Your assignment: Scan the entries below for the word "function" and copy every line in which it occurs.

Entries provided:
>>>

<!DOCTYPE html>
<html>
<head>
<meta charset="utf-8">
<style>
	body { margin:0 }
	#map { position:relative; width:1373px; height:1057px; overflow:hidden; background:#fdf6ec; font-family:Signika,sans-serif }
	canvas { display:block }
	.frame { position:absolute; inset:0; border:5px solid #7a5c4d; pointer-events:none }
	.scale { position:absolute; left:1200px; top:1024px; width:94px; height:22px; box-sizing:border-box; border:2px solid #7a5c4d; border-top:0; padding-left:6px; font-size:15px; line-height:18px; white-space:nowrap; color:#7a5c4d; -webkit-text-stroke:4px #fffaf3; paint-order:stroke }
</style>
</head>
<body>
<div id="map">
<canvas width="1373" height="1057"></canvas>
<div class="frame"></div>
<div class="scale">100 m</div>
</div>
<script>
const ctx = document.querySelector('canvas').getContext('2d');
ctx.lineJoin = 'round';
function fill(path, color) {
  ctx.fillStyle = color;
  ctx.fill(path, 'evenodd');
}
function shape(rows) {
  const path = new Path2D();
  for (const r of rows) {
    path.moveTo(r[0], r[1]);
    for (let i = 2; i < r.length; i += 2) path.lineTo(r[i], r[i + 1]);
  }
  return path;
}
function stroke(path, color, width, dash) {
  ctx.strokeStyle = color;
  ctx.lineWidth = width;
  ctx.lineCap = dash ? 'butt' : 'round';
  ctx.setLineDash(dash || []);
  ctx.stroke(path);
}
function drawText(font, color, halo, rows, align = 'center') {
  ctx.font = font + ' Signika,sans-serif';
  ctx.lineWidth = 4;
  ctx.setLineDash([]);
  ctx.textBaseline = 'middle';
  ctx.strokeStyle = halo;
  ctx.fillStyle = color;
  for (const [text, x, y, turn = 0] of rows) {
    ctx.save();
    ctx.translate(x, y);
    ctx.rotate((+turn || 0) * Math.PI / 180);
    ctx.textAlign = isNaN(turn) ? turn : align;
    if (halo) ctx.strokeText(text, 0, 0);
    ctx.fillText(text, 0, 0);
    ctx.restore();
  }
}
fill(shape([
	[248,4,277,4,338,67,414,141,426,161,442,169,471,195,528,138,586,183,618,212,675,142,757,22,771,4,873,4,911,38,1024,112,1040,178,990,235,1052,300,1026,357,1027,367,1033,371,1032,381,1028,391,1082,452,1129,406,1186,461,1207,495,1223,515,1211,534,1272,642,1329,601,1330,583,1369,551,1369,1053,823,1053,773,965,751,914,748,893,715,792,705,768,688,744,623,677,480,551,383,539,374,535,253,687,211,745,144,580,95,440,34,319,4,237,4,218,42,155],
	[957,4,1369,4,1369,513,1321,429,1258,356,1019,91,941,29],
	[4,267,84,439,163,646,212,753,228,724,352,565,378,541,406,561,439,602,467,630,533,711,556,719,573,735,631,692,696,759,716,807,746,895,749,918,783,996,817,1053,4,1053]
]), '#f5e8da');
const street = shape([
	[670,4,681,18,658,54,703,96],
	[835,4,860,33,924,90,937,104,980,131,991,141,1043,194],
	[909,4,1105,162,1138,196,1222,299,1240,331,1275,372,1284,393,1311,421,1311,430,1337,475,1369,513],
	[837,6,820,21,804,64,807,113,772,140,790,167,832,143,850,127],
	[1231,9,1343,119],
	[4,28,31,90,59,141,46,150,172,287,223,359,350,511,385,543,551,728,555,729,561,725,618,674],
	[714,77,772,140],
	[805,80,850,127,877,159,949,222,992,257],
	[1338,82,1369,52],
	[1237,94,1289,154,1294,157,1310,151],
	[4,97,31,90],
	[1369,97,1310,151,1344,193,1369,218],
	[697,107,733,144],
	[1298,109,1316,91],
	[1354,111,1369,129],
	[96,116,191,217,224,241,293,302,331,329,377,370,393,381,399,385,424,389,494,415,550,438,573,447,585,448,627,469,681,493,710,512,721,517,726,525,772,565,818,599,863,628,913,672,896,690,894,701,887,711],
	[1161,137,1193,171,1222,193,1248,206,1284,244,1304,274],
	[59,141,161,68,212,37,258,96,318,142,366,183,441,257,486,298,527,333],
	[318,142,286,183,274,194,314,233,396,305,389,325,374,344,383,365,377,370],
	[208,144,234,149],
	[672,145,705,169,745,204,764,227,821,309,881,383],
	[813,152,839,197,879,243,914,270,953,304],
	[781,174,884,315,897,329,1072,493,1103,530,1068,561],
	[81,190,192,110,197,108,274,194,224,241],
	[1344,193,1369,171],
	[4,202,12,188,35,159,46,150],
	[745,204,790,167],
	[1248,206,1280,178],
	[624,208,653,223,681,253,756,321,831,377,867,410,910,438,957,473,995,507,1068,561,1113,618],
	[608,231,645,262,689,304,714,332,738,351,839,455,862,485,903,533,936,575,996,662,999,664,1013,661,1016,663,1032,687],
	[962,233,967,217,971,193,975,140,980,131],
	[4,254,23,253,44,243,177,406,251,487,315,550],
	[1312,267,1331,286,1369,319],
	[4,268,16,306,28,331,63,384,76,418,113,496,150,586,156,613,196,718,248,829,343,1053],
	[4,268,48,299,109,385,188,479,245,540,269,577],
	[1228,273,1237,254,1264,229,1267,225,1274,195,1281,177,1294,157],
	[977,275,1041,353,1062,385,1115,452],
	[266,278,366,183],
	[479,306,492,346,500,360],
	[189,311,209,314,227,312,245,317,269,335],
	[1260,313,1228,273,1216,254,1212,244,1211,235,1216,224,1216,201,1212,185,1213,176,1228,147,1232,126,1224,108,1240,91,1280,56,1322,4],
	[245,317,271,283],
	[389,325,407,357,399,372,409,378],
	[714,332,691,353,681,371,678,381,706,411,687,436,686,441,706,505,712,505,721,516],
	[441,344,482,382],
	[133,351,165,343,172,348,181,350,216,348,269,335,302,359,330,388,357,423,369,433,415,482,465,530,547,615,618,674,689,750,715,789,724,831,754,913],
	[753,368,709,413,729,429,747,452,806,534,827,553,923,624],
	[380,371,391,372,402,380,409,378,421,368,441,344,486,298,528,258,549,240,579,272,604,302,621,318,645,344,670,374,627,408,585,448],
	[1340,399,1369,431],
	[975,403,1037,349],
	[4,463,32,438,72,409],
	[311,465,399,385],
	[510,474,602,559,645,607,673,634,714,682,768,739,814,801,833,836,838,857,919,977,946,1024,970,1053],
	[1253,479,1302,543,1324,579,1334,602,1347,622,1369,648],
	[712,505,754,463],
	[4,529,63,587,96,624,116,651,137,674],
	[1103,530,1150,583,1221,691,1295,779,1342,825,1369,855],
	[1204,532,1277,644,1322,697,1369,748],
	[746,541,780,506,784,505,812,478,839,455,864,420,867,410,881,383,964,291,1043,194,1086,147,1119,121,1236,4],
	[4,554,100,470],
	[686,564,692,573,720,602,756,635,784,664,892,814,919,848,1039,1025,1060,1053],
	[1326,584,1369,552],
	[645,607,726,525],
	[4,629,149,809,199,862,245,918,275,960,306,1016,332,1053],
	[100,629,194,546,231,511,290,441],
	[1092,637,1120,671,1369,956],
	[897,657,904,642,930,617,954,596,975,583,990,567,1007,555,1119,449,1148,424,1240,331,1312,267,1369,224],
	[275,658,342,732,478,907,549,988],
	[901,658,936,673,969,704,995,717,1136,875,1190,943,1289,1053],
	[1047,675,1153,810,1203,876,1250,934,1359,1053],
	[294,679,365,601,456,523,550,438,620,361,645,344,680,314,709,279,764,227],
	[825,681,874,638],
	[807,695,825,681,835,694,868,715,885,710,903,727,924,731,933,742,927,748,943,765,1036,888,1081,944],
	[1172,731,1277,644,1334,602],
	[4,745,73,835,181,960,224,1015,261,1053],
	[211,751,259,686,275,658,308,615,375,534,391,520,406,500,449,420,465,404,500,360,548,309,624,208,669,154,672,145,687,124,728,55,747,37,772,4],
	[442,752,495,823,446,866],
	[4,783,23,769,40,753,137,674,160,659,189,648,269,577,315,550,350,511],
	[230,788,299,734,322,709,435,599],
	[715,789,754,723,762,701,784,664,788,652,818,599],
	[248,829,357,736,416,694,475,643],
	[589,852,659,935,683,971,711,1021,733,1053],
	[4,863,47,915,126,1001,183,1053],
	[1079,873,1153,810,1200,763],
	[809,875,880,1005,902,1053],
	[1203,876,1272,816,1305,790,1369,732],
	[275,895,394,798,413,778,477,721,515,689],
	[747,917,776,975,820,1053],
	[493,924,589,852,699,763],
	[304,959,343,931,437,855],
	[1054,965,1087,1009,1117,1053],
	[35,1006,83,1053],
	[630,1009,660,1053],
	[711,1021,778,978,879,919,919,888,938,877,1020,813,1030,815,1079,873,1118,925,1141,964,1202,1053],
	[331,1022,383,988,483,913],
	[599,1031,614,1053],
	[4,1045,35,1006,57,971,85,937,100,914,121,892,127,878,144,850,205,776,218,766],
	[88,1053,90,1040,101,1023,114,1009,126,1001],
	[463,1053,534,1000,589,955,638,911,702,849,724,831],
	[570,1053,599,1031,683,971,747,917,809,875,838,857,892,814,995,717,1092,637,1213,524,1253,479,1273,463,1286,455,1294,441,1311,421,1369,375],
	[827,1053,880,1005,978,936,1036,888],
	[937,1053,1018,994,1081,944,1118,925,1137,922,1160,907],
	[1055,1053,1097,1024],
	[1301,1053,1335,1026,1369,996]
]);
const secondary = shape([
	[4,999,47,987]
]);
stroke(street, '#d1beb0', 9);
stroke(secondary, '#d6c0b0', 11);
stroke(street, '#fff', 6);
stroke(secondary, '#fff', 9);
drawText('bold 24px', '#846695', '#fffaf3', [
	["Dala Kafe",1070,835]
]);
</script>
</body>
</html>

<<<

Task response:
function fill(path, color) {
function shape(rows) {
function stroke(path, color, width, dash) {
function drawText(font, color, halo, rows, align = 'center') {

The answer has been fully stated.